How to complete this task
Provide the count of lines below where "EAST" occurs, with no other output.

(Records to process)

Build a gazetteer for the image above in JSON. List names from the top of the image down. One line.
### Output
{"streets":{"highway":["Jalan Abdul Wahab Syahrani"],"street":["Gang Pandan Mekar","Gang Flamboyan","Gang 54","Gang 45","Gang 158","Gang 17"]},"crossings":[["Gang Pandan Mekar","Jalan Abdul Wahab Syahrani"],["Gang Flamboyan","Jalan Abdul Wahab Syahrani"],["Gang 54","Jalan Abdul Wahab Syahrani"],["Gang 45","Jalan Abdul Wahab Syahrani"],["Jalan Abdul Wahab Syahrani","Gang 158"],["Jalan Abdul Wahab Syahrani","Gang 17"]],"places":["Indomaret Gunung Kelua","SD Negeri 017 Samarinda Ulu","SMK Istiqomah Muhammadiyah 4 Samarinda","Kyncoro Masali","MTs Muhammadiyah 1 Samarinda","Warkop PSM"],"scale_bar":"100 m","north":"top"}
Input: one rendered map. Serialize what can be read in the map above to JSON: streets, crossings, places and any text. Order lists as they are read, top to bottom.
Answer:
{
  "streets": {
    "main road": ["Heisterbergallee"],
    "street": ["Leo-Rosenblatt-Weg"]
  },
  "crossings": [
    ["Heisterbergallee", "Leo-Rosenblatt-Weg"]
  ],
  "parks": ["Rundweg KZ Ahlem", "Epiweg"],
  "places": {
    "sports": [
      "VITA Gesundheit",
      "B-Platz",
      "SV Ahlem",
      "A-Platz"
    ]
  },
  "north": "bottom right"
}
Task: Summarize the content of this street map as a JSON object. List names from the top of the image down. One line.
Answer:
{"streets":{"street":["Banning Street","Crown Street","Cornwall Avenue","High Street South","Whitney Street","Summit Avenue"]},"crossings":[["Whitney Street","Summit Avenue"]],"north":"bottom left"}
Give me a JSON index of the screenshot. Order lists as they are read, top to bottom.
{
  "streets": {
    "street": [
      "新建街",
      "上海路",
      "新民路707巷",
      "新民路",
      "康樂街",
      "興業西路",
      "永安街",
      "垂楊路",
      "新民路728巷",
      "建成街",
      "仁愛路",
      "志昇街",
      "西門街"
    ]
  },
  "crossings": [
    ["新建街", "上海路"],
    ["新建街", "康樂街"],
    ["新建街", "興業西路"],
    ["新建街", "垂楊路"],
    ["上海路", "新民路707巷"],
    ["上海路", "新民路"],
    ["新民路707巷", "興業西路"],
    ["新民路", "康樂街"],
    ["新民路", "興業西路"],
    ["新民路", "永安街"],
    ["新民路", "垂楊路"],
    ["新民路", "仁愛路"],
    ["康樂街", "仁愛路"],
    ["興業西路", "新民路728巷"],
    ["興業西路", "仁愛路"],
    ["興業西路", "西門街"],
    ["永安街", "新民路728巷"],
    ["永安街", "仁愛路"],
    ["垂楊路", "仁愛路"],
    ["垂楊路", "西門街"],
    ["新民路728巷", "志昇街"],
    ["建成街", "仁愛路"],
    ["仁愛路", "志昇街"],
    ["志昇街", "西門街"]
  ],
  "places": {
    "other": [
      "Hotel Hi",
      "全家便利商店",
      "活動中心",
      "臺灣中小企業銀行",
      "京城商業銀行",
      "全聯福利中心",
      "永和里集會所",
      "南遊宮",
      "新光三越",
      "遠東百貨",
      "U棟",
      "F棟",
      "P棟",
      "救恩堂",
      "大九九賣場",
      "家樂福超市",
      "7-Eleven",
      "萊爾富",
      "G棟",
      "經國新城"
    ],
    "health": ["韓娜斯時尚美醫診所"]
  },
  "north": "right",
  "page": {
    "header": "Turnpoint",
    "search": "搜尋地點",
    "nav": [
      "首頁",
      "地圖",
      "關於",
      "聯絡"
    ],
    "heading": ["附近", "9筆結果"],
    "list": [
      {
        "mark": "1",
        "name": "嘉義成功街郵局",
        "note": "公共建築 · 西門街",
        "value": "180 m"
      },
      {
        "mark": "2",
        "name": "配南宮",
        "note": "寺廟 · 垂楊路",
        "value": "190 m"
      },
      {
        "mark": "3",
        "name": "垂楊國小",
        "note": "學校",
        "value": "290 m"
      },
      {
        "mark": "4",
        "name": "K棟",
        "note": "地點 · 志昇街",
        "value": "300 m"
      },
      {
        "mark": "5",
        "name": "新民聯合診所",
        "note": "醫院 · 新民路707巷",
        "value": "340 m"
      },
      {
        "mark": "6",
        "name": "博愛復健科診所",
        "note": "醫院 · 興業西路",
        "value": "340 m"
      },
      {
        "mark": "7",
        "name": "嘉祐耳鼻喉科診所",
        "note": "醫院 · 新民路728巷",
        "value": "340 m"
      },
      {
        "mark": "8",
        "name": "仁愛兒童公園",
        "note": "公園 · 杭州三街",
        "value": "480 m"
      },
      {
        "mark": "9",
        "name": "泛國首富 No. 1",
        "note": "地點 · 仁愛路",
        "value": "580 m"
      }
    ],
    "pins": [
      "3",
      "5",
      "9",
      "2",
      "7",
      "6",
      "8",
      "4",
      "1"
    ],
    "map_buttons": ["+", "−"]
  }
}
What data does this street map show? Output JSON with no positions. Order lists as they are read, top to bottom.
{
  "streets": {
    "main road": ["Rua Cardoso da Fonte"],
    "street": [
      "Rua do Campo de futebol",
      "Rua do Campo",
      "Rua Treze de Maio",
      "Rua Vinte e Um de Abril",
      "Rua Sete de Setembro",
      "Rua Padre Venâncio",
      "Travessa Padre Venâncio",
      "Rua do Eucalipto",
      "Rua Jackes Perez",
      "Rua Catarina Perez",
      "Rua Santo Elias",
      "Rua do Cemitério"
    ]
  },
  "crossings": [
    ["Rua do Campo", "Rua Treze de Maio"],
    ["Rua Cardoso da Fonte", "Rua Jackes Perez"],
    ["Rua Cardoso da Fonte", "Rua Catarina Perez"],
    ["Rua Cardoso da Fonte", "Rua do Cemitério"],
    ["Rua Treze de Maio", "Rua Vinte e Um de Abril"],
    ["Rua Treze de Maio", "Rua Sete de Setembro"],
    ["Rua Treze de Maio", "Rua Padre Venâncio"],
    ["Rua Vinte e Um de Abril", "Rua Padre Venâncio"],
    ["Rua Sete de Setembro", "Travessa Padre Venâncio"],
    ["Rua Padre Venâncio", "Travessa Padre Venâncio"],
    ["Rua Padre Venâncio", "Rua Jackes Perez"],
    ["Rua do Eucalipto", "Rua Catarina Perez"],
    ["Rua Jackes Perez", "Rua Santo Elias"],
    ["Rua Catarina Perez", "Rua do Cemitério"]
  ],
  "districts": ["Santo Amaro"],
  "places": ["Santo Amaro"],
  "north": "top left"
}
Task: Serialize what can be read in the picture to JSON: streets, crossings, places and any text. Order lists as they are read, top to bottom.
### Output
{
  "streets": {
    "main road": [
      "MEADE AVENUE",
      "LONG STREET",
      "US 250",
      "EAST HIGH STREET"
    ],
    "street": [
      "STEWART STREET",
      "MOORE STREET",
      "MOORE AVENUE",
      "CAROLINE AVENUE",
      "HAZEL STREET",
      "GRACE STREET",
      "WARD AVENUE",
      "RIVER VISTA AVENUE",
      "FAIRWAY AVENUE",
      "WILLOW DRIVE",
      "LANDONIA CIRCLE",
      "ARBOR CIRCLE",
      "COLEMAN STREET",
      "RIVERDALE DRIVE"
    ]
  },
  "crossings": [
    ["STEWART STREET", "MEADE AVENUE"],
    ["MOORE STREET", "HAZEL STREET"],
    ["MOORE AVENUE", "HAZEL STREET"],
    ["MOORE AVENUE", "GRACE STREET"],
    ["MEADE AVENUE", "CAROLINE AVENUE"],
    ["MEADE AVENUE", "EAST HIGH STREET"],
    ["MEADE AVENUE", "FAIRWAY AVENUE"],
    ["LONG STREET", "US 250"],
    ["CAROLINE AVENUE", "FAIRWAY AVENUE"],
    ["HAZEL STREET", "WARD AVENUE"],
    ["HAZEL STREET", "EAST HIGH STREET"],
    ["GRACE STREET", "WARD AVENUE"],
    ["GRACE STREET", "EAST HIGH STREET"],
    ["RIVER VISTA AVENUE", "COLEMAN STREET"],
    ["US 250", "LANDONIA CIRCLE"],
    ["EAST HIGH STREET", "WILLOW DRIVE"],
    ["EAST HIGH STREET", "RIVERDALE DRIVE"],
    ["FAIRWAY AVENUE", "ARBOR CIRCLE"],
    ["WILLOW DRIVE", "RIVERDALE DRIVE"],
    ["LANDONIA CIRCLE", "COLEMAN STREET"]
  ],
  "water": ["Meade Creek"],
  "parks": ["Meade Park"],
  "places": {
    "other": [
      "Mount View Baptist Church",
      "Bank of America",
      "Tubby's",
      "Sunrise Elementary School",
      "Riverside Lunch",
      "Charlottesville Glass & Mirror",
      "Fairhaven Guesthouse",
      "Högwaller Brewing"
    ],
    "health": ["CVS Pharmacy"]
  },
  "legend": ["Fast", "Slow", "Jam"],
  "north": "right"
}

(End Records to process)

Reply to the task
6